"Whenever you can, share. You never know who all will be able to see far away standing upon your shoulders!"
I write mainly on topics related to science and technology.
Sometimes, I create tools and animation.
Dec. 27, 2020
Author - manisar
Machine learning is about prediction.
In a sense, all of computer programming is that - in pretty much all the code that we write, we want to get to a value (or a set of values) by feeding input to our code. But, since we use deterministic formulae to calculate the exact results, we generally don't call it prediction. In such cases, there exists a perfect, known relationship between the input and the output, and formulae (for getting the output) are analytically derived (i.e. formulated using pure algebra) with all their coefficients known in advance.
The term prediction is used when there doesn't exist a perfect or a known relationship between the input and output, and we do interesting stuff to get the results.
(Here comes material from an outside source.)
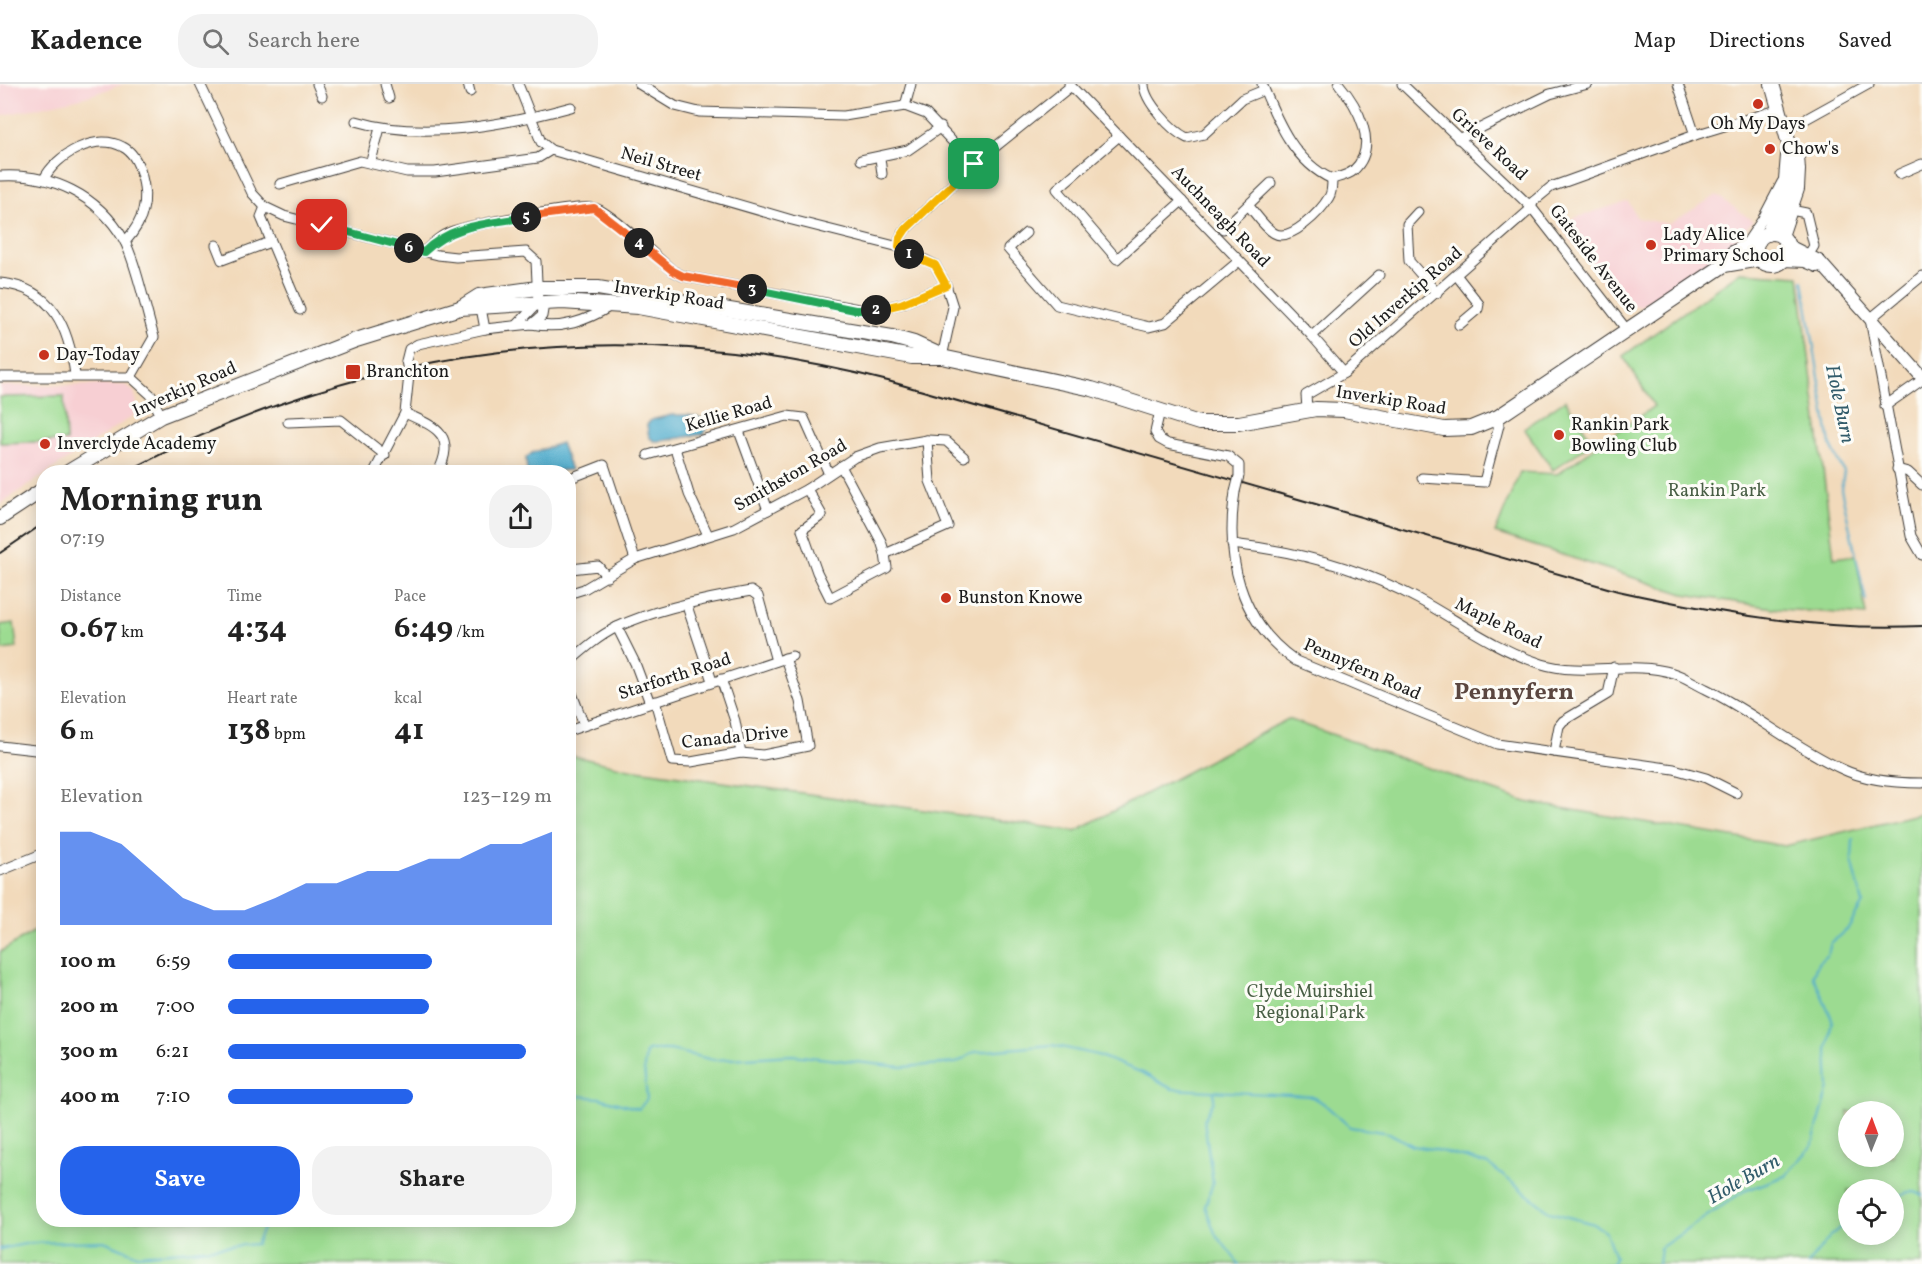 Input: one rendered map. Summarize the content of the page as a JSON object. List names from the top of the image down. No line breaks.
{"streets":{"highway":["Inverkip Road"],"street":["Grieve Road","Neil Street","Auchneagh Road","Gateside Avenue","Old Inverkip Road","Kellie Road","Smithston Road","Maple Road","Pennyfern Road","Starforth Road","Canada Drive"]},"crossings":[["Grieve Road","Gateside Avenue"],["Grieve Road","Old Inverkip Road"],["Neil Street","Inverkip Road"],["Auchneagh Road","Old Inverkip Road"],["Gateside Avenue","Inverkip Road"],["Gateside Avenue","Old Inverkip Road"],["Inverkip Road","Old Inverkip Road"],["Inverkip Road","Pennyfern Road"],["Kellie Road","Smithston Road"],["Maple Road","Pennyfern Road"],["Starforth Road","Canada Drive"]],"districts":["Pennyfern"],"water":["Hole Burn"],"parks":["Rankin Park","Clyde Muirshiel Regional Park"],"places":{"other":["Oh My Days","Chow's","Lady Alice Primary School","Day-Today","Rankin Park Bowling Club","Inverclyde Academy","Bunston Knowe"],"transit":["Branchton"]},"north":"top","page":{"header":"Kadence","search":"Search here","nav":["Map","Directions","Saved"],"pins":["5","4","6","1","3","2"],"heading":["Morning run","07:19"],"stats":[["Distance","0.67 km"],["Time","4:34"],["Pace","6:49 /km"],["Elevation","6 m"],["Heart rate","138 bpm"],["kcal","41"]],"chart":["Elevation","123–129 m"],"list":[{"name":"100 m","note":"6:59"},{"name":"200 m","note":"7:00"},{"name":"300 m","note":"6:21"},{"name":"400 m","note":"7:10"}],"buttons":["Save","Share"]}}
Generally, we engage one of the two strategies:
For example, a perfect formula exists for getting temperature values in Celsius units by feeding in Fahrenheit data, and vice versa. In such cases we do not need any examples or what is known as the training data. But we are not that lucky in most cases. Consider the following.
Let's say we have a set of values of an independent variable $x$ - the carpet area of houses, and a dependent variable $y$ - the price of the house. What this means is that we have a few examples at hand and we also know that the price of the house depends upon the area of the house in some way. But other than that, there does not exist any perfect formula for this relationship. Nevertheless, it'll be of great value if can use this set somehow to determine the price of any house based on its carpet area. Here, the set of the given independent variables along with the corresponding dependent variables is the training set. By any house, we mean houses with areas both within and outside the range of the areas included in the training set.
And, it doesn't matter if there is actually no such perfect formula in the universe or if we are just not there yet. The fact of the matter is that at present we do not have any perfect formula at hand that underlines this relationship, but we need to be able to predict the price of any house given its carpet area.
In such cases, in order to be able to interpolate and extrapolate, the analyst starts with assuming a function that connects the dependent and independent variables. The idea is to guess this function as closely as possible. Closely here means that for the independent variables in the training set, the values predicted by our assumed function should be close to the actual values of the dependent variables in the training set. It's important to note that the actual relationship between the dependent and the independent variables can be extremely complex - even in the case of only one dependent and independent variable.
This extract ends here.